Resveratrol shows up in red grapes and red wine, which is either convenient or suspicious depending on your level of cynicism. Its role here relates to its antioxidant properties and its effect on the gut lining. Star anise, which I use in braising liquids and spice blends, has antimicrobial properties that are well documented. Licorice root has been used for digestive support across multiple culinary and medicinal traditions for centuries.

None of this is random. That's what the list communicates, if you know how to read one.

The Part That Actually Changed How I Think About Cooking

Here's where it gets interesting for someone who spends as much time in the kitchen as I do. Looking closely at those ingredients made me think differently about what I was already cooking with and why certain dishes have always made me feel genuinely good versus just full.

The miso I stir into sauces at the end of cooking.
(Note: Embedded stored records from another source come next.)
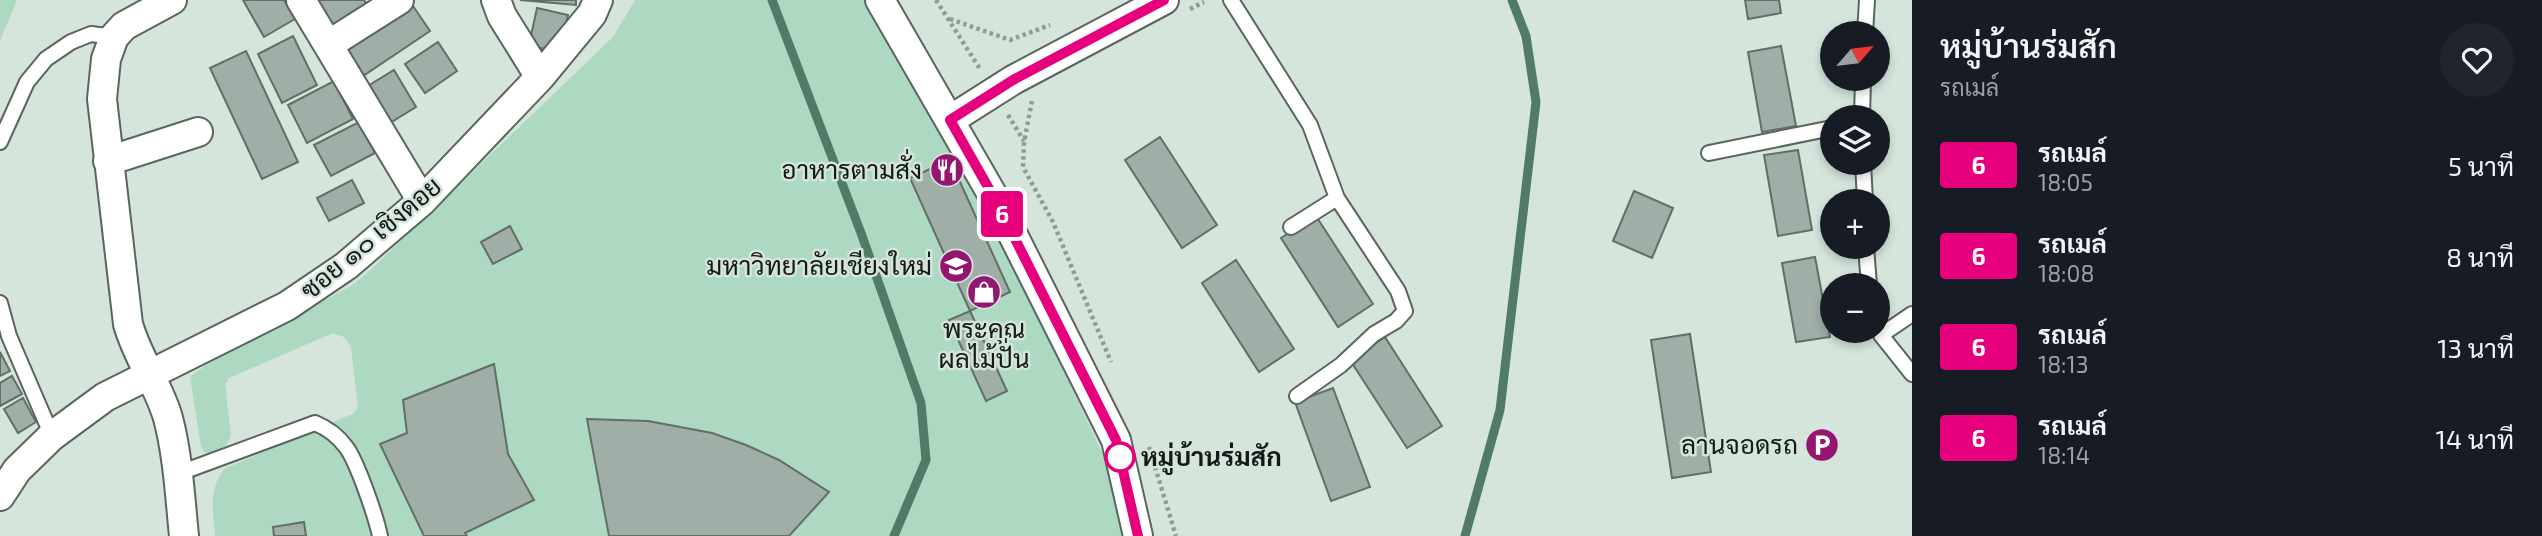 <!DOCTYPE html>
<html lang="th">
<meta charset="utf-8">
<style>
:root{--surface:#171b24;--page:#20242c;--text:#f1f3f6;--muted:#9ea1a6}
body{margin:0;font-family:"Exo 2",Sarabun,sans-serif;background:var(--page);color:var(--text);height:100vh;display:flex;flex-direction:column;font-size:26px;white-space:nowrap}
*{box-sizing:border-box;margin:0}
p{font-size:23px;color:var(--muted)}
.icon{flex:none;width:38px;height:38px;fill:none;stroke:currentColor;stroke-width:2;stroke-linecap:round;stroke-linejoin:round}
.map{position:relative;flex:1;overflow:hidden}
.sheet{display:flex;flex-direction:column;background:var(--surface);width:630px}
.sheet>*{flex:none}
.badge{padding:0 14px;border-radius:5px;font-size:24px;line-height:46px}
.needle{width:46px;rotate:62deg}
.controls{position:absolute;left:1820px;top:21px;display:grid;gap:14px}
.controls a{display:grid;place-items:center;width:70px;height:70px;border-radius:50%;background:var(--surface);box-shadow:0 4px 10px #0003;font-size:35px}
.map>.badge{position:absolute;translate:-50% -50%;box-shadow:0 0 0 4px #fff}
.round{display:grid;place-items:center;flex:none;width:74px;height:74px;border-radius:37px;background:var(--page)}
.overview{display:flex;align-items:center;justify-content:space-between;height:119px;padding:0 28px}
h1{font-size:33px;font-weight:600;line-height:52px}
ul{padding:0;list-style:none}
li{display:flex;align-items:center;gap:21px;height:91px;padding:0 28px}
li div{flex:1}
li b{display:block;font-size:26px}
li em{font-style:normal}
li .badge{min-width:77px;font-weight:700;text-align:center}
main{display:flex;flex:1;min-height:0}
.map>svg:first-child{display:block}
.green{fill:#add8c2}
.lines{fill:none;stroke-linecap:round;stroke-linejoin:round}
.stream{stroke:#507c67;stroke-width:9}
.building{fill:#9faea6;stroke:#616f67;stroke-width:2}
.lane-casing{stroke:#58665e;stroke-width:18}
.street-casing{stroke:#58665e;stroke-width:32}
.path{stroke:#8f9c95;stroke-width:4.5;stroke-dasharray:3.5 3.5;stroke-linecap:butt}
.lane{stroke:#fff;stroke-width:14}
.street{stroke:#fff;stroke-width:28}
.line-casing{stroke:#fff;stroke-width:16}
.line{stroke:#e6007e;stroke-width:10}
.stop-dot{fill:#fff;stroke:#e6007e;stroke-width:3.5}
.labels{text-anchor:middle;stroke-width:5;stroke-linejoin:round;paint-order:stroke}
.poi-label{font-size:26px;fill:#141a17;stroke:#d5e5dc;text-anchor:end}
.street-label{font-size:26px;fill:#141a17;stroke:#d5e5dc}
.stop-label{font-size:26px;font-weight:bold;fill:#141a17;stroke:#d5e5dc;text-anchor:start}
</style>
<main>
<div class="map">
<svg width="1912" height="536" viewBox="0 0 1912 536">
<rect width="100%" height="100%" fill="#d5e5dc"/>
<path class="green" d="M0,0H17L0,41Z
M635,0H867L961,157L1109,467L1128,536H215C213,512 208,490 224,469L352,414L358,408L351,347L344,337L333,333L229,378L225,384L231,435C228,447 221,449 210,454L204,452L201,446L190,377L209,363L349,287L364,276L613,37Z"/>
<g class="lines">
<path class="stream" d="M772,0L861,233L921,403L926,460L894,536
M1465,536L1500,410L1536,102L1526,36L1512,0"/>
</g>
<path class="building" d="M243,0H284L295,19L264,37Z
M315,0H364L372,13L331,37Z
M520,0H576V5Z
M1745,0H1779L1781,13L1748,19Z
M411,3L430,31L357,80L338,52Z
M537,8L568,15L560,53L529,45Z
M293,36L317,85L282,103L258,54Z
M438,42L457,71L425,93L405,64Z
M1781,46L1796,126L1762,132L1748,52Z
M246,51L298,162L262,179L210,68Z
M394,70L416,107L385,126L363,89Z
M334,81L353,119L307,143L288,105Z
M359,122L375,153L331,176L314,145Z
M1160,137L1217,225L1182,248L1125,160Z
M1798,150L1812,230L1778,236L1764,155Z
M950,160L1010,292L970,311L910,178Z
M352,180L364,203L329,221L317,198Z
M1634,191L1673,208L1652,258L1613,241Z
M1316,216L1373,304L1338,327L1281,238Z
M510,226L522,249L493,264L481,242Z
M1815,257L1830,337L1796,342L1782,263Z
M1236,260L1294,349L1259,372L1202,283Z
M970,311L1007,391L986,401L949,320Z
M1690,334L1711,472L1672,478L1651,340Z
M1385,337L1442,426L1407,448L1350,360Z
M0,352L10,371L0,376Z
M494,364L508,454L534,500L465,533L467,536H424L380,444L407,433L403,400Z
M12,376L22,394L0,406V383Z
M1333,388L1370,487L1331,501L1295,402Z
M23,398L36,422L18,433L4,409Z
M587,419L648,421L712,433L746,445L779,460L829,492L789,536H609Z
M304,522L306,536H274L273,527Z"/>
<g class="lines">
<g class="lane-casing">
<path id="lane" d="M1231,0L1310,125L1337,198L1291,227
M1865,33L1867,0
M1862,117L1863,79
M0,142L27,82L46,59L71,42L91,34L114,37
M1709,153L1832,128
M1863,163L1865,201
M1866,247L1869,285
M0,303L9,336L52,436
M1878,321L1881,335L1912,374
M1881,335L1912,314
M1297,396L1341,365L1374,334L1396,321L1405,311L1398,291L1337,198
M177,474L315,423C327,428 338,436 346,447C357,461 376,517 380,536"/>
</g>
<g class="street-casing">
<path id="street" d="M172,0L124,26L114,37L106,59L102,99L128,324C138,359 159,386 168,418C178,456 180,497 184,536
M301,0L422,201
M496,0L502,16L540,77
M880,0L996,201L1116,440L1138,536
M328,45L399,0
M950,120L1013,80L1164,0
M108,161L198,132
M0,496L17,470L52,436L105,397L287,306L346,266L422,201L540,77L592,14L598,0"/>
</g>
<path class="path" d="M936,0L980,69
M1190,9L1204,2
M950,19L1010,40L1050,25
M1032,101L1024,142L1023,167L1053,222L1111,362
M1008,115L1024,141
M1149,447L1176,536"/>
<use href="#lane" class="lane"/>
<use href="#street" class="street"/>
</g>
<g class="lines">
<g class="line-casing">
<path id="line" d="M1138,536L1116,440L996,201L950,120L1013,80L1164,0"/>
</g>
<use href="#line" class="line"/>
</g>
<defs>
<g id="restaurant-disc" transform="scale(1.75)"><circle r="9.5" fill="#941670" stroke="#d5e5dc"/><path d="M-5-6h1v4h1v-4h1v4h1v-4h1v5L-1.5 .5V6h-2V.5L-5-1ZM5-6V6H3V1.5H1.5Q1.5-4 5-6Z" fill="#fff"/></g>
<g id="university-disc" transform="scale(1.75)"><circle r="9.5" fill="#941670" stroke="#d5e5dc"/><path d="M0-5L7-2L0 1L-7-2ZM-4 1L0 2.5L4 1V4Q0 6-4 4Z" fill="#fff"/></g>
<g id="shop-disc" transform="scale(1.75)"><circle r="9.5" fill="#941670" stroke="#d5e5dc"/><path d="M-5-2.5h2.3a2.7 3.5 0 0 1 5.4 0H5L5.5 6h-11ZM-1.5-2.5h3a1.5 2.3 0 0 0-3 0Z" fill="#fff"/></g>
<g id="parking-disc" transform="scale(1.75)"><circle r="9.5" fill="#941670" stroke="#d5e5dc"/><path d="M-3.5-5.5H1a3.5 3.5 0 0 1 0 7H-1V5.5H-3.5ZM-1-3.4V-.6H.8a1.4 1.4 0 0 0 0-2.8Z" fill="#fff"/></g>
</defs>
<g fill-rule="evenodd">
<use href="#restaurant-disc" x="947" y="170"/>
<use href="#university-disc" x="956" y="266"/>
<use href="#shop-disc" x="984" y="292"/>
<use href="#parking-disc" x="1822" y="445"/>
</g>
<circle class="stop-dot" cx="1120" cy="457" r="14"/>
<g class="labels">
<g class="poi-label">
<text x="922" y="179">อาหารตามสั่ง</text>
<text x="932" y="275">มหาวิทยาลัยเชียงใหม่</text>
<text x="984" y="338" text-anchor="middle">พระคุณ<tspan x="984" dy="30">ผลไม้ปั่น</tspan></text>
<text x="1798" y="454">ลานจอดรถ</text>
</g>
<g class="street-label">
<text transform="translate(371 238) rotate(-40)" y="9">ซอย ๑๐ เชิงดอย</text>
</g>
<g class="stop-label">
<text x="1141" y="466">หมู่บ้านร่มสัก</text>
</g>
</g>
</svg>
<div class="controls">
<a><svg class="needle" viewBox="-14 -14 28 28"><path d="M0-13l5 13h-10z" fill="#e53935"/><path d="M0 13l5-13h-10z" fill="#9ea1a6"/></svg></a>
<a><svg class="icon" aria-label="layers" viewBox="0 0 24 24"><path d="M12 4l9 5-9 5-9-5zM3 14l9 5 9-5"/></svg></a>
<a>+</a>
<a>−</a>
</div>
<b class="badge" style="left:1002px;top:214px;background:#e6007e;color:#fff">6</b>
</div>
<section class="sheet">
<div class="overview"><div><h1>หมู่บ้านร่มสัก</h1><p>รถเมล์</p></div><a class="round"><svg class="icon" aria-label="heart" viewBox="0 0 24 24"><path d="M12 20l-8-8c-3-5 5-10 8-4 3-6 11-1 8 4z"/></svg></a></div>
<ul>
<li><span class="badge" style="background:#e6007e;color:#fff">6</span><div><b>รถเมล์</b><p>18:05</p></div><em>5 นาที</em></li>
<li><span class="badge" style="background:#e6007e;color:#fff">6</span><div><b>รถเมล์</b><p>18:08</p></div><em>8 นาที</em></li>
<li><span class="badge" style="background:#e6007e;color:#fff">6</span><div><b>รถเมล์</b><p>18:13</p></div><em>13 นาที</em></li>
<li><span class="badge" style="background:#e6007e;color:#fff">6</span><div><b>รถเมล์</b><p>18:14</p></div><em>14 นาที</em></li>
</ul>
</section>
</main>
The kimchi that ends up alongside almost everything in our house. The long-cooked beans that show up in soups and stews all winter. The bitter greens I've always been drawn to even when I couldn't have told you exactly why. The garlic and onion that form the base of practically everything.

These things are not just flavor. They're feeding something specific, and the microbiome research is essentially the science that explains what my instincts as a cook have been doing all along.

I find that genuinely satisfying in the way that understanding a technique you've been doing by feel is satisfying. Not because it changes what you do, but because it makes sense of it.

The Difference Between a Formula and a Recipe

What struck me most about the Enclave approach is that it operates on the same logic as good cooking. Ingredients chosen for what they specifically do. Combinations designed to amplify rather than muddle. A central purpose that everything on the list is working toward. The microbiome is the dish. Every ingredient has a job.

Most supplements don't think this way. They're the kitchen equivalent of throwing everything in the pan at high heat and calling it dinner. Technically food. Not actually considered.

What I Do Differently Now

Not a lot, honestly. The cooking hasn't changed much because the cooking was already heading in the right direction by accident. More fermented things. More fiber. More bitter and sour flavors that tend to get left out of comfort food because they're harder to love immediately even though they're doing important work.

What changed is the reading. I'm better now at looking at an ingredient list and understanding what it's trying to accomplish and whether it's thought through. The same skills I've been building in the kitchen for years apply directly, and it turns out that's a more useful lens than whatever I thought I was going to bring when I first picked up that label.

The recipes still surprise me. But the supplement came close.